Previously, a global description of C. auris reported genetic clustering by country within clade IV (6). Here, we observed a weaker phylogeographic structure as isolates from Colombia were dispersed into two clusters. Cluster C2 included fluconazole-resistant isolates collected in 2020 from cases in Bogotá and Venezuela. The remaining Colombian isolates clustered with cases from Colombia (cluster C1). Interestingly, all clinical isolates from Bogotá collected before 2020 were susceptible; this could suggest a later introduction of fluconazole-resistant cases from Venezuela. We hypothesize that an introduction of clade IV cases occurred in Colombia, possibly from Venezuela where C. auris is circulating since 2012 (4). Such a recent introduction could have given rise to the C2 cluster. Additional phylogeographic and molecular clock analyses are needed to estimate when this described introduction could have occurred.

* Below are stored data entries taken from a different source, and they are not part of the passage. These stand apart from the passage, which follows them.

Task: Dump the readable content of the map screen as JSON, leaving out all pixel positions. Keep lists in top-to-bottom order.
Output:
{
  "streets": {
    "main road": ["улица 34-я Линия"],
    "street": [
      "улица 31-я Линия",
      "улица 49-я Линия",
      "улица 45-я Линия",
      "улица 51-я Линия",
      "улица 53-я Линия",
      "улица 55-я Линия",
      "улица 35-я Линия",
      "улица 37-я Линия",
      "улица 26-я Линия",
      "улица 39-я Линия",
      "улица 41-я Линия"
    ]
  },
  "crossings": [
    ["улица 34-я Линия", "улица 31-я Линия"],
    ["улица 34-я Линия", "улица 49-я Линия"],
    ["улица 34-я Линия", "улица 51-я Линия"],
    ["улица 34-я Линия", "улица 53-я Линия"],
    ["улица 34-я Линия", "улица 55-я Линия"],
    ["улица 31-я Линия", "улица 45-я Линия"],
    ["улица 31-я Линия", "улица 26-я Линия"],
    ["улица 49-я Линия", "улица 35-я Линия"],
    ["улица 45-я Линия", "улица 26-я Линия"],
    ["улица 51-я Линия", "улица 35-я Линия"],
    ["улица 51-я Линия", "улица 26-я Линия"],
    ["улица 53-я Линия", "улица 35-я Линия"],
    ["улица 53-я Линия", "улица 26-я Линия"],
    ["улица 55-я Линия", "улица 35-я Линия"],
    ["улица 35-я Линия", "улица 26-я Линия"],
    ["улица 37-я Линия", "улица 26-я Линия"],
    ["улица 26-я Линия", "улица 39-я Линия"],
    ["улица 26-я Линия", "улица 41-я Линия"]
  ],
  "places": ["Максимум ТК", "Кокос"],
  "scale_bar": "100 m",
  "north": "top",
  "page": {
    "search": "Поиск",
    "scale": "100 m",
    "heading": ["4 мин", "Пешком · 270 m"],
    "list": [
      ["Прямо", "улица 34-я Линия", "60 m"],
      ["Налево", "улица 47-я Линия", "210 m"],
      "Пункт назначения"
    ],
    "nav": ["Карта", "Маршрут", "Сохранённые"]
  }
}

Low median SNP differences were observed among isolates in both subclusters C1-A and C1-B (Fig. 1) spanning a 6-year period, suggesting that most cases in Colombia (cluster C1) are the result of ongoing transmission since 2016.
We concluded that amphotericin B-resistant isolates clustered (subcluster C1-B) and were predominately collected from the northern region of the country, which was previously reported by Escandon et al. (3). Additionally, the fluconazole-resistant isolates from Colombia were predominately collected from the northeast region and Bogotá, in the central region. We observed that the most common mutation, ERG11 Y132F, was associated with the highest MICs for fluconazole compared to other mutations (Fig. 2B). Y132F was present in all isolates in cluster C2 from 2020. The second most common genotype associated with fluconazole resistance had both mutations in ERG11 (F444L) and TAC1B (S611P; Fig. 2B). Interestingly, the genotypes ERG11 F444L and TAC1B S611P have been reported only in Colombian clade IV isolates to date (7) and were restricted to C1-A, which were collected in 2016 or later. The emergence of a new mechanism of fluconazole resistance in 2016 and the introduction of resistant C. auris from another country in 2020 could explain the increase in MIC values of fluconazole-resistant isolates observed by Escandon et al. (4).
In contrast with the observed increase in MIC values of fluconazole-resistant isolates, resistance to amphotericin B has not changed significantly over time (Table S4). In amphotericin B-resistant isolates, we observed the substitution S108N in FLO8 (PSK76257) and the substitution I139T in PSK74852, which were also previously reported in Colombian isolates (3). If and how the described substitutions lead to a reduction in amphotericin B susceptibility are unknown.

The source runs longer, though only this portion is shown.